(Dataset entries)
______________________________

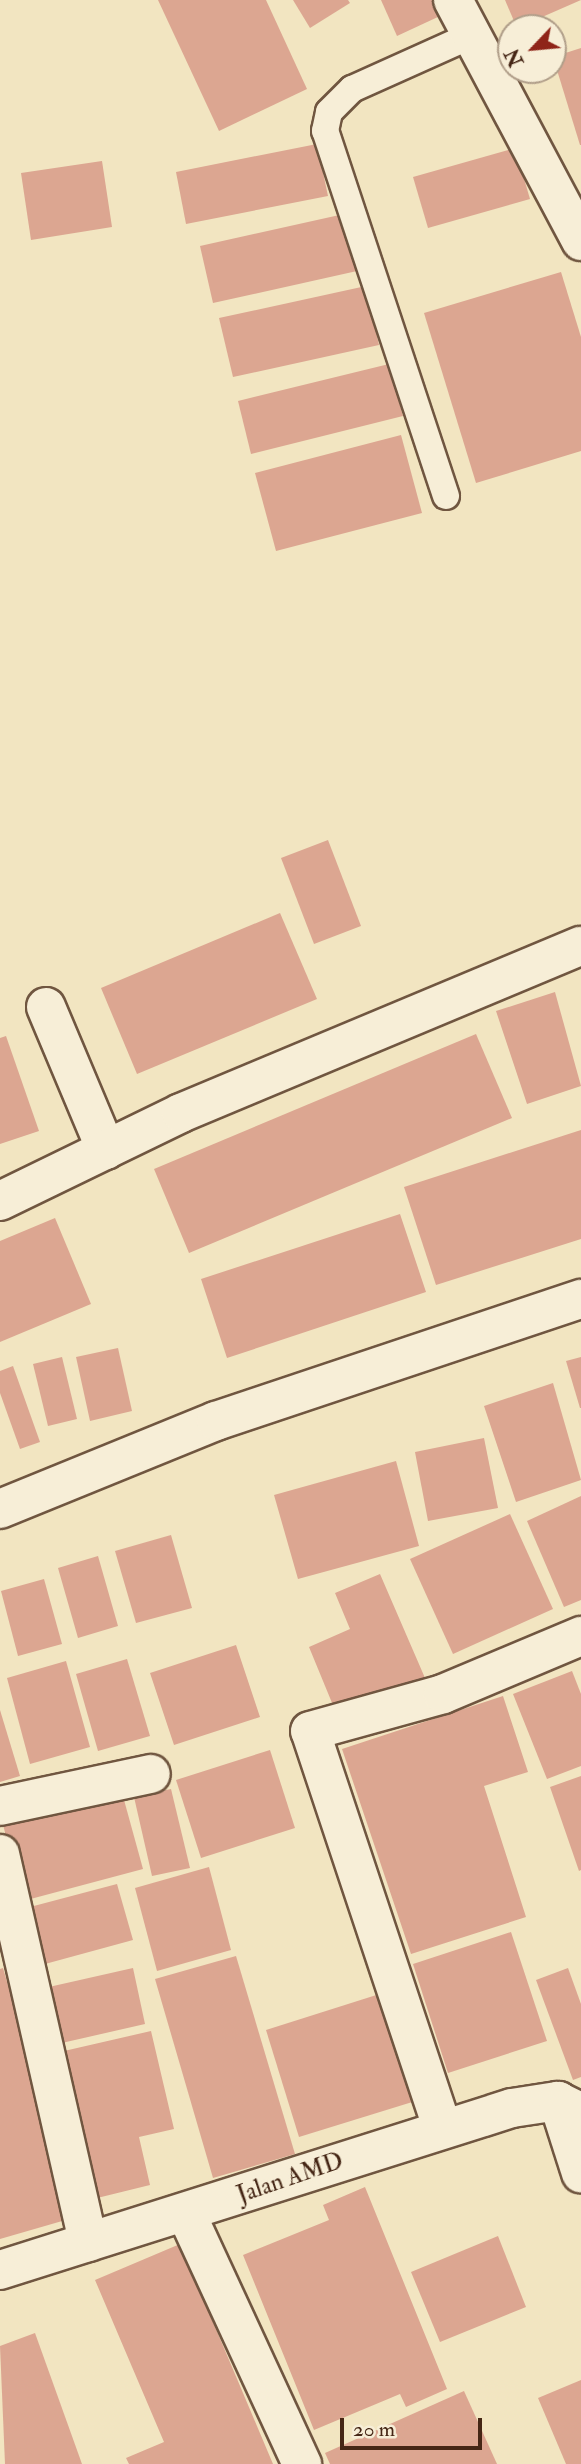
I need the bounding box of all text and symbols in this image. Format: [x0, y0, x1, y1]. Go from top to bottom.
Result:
north arrow [497, 14, 567, 84]
text: N [500, 44, 529, 70]
street label: Jalan AMD [233, 2146, 347, 2210]
scale bar [343, 2404, 485, 2448]
text: 20 m [353, 2416, 395, 2443]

______________________________

# What to do
Every line of the data above is to be set down word for word, with the pictures left out.

# Response
I need the bounding box of all text and symbols in this image. Format: [x0, y0, x1, y1]. Go from top to bottom.
Result:
north arrow [497, 14, 567, 84]
text: N [500, 44, 529, 70]
street label: Jalan AMD [233, 2146, 347, 2210]
scale bar [343, 2404, 485, 2448]
text: 20 m [353, 2416, 395, 2443]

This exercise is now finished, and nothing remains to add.